Data provided

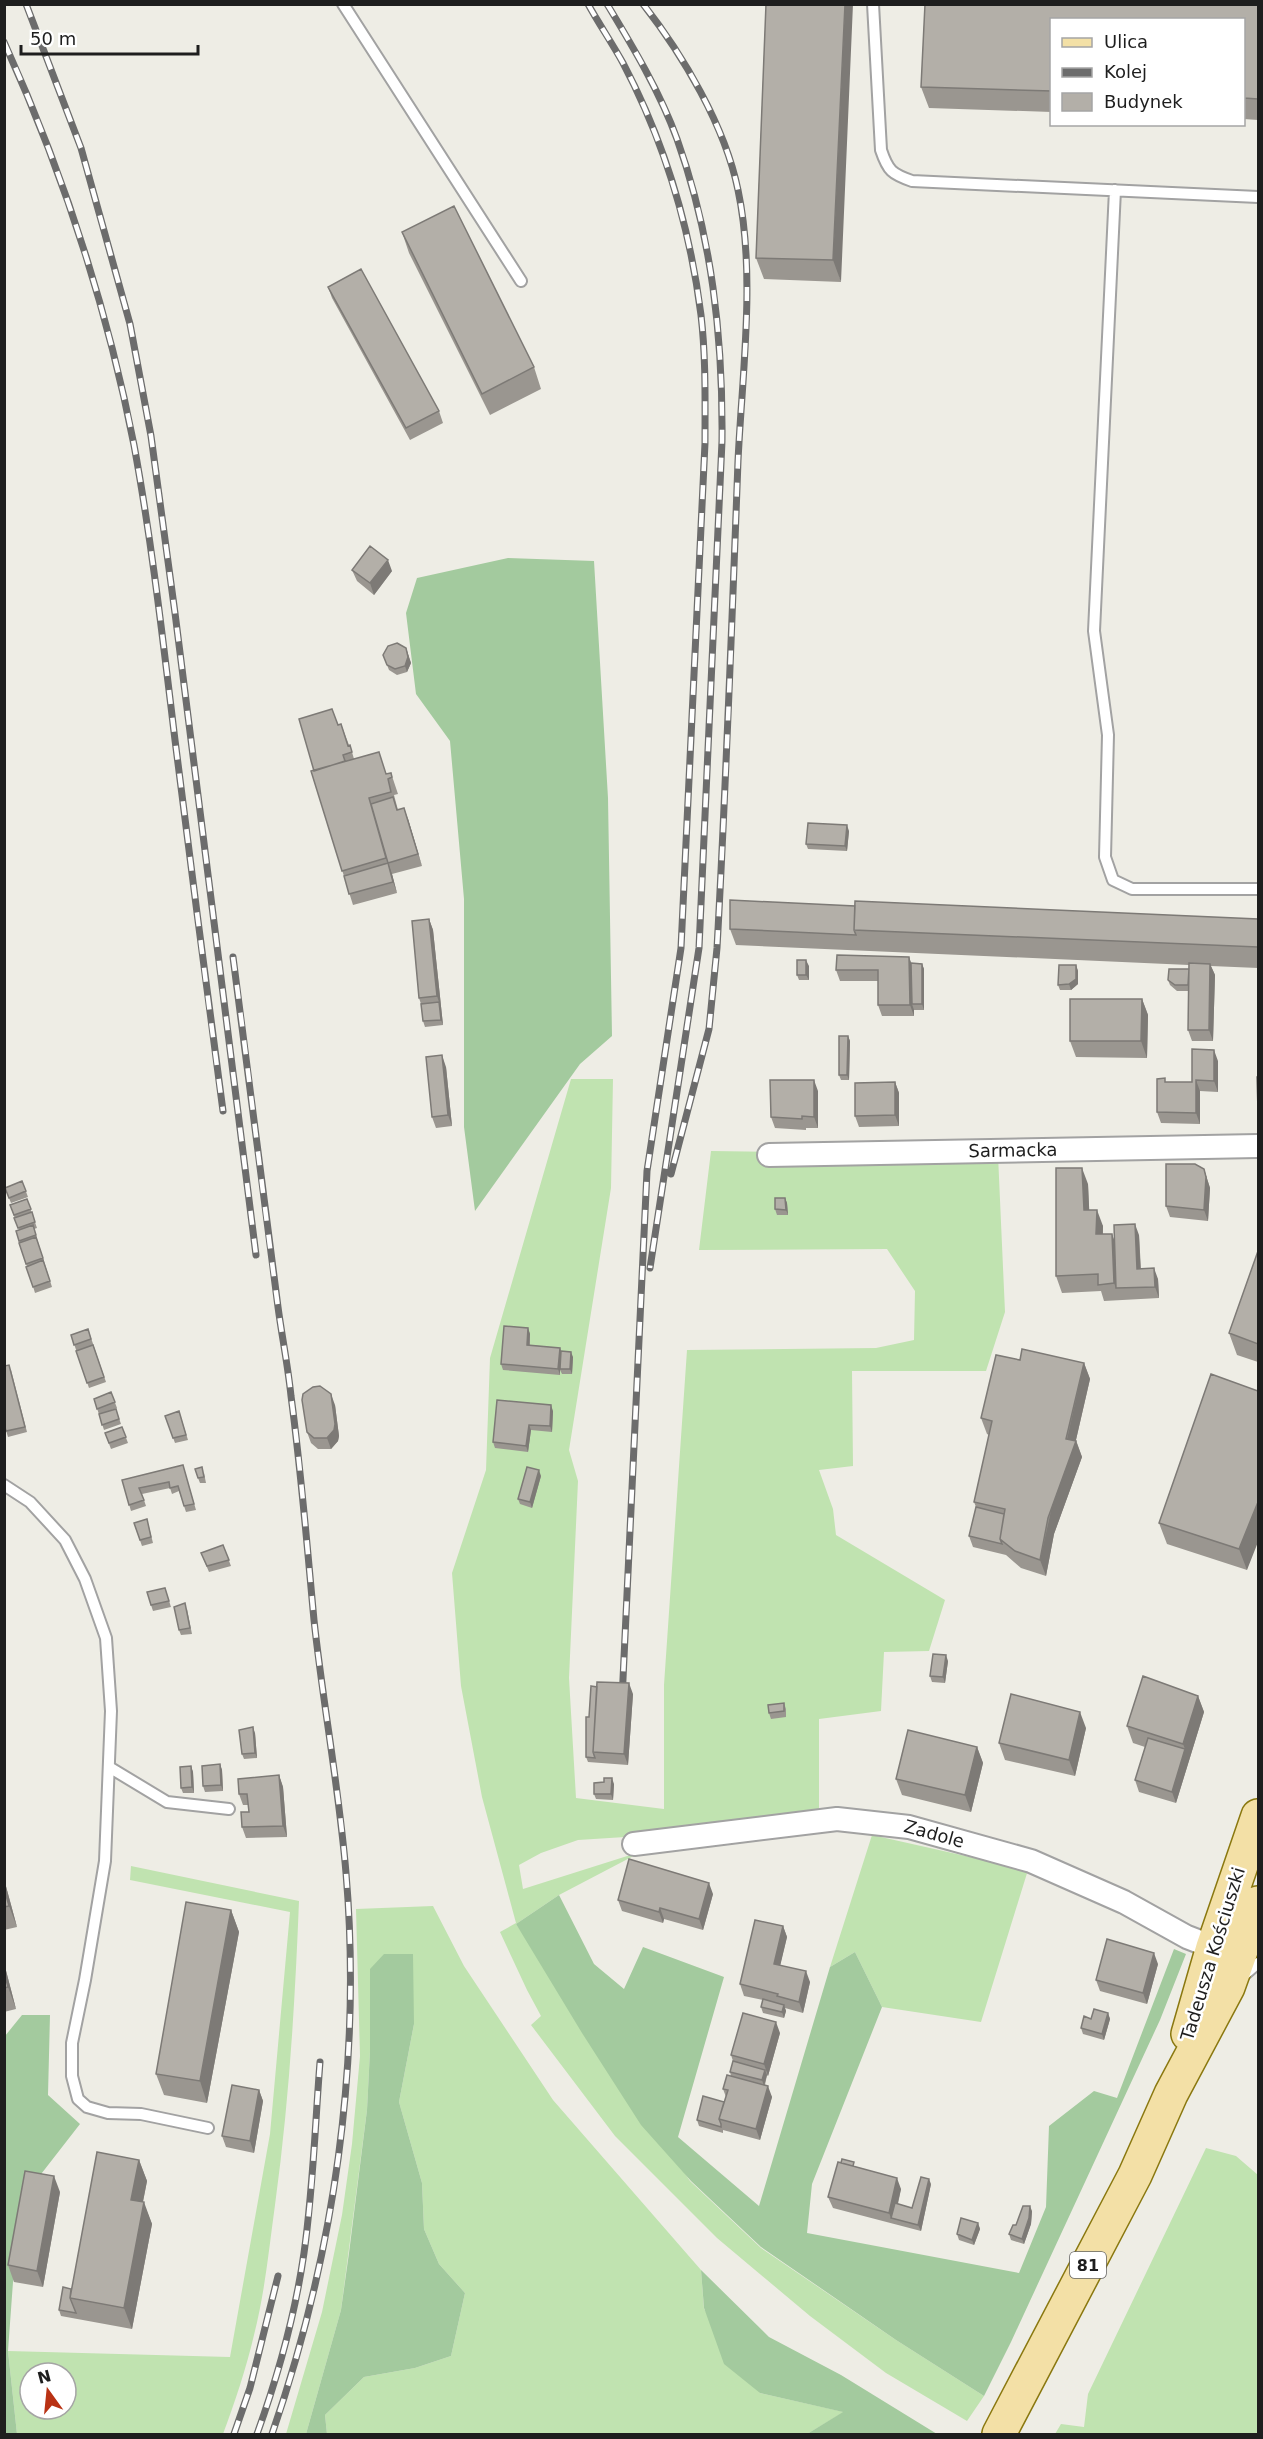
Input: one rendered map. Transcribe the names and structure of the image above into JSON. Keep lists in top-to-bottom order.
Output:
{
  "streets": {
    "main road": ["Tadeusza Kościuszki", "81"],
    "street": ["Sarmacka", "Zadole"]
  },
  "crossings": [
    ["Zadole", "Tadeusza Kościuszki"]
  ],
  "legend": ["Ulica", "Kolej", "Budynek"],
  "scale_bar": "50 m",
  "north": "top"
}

Assignment
When you reach a picture in the records above, pass over it and transcribe the rest exactly.

Output for this task
Input: one rendered map. Transcribe the names and structure of the image above into JSON. Keep lists in top-to-bottom order.
Output:
{
  "streets": {
    "main road": ["Tadeusza Kościuszki", "81"],
    "street": ["Sarmacka", "Zadole"]
  },
  "crossings": [
    ["Zadole", "Tadeusza Kościuszki"]
  ],
  "legend": ["Ulica", "Kolej", "Budynek"],
  "scale_bar": "50 m",
  "north": "top"
}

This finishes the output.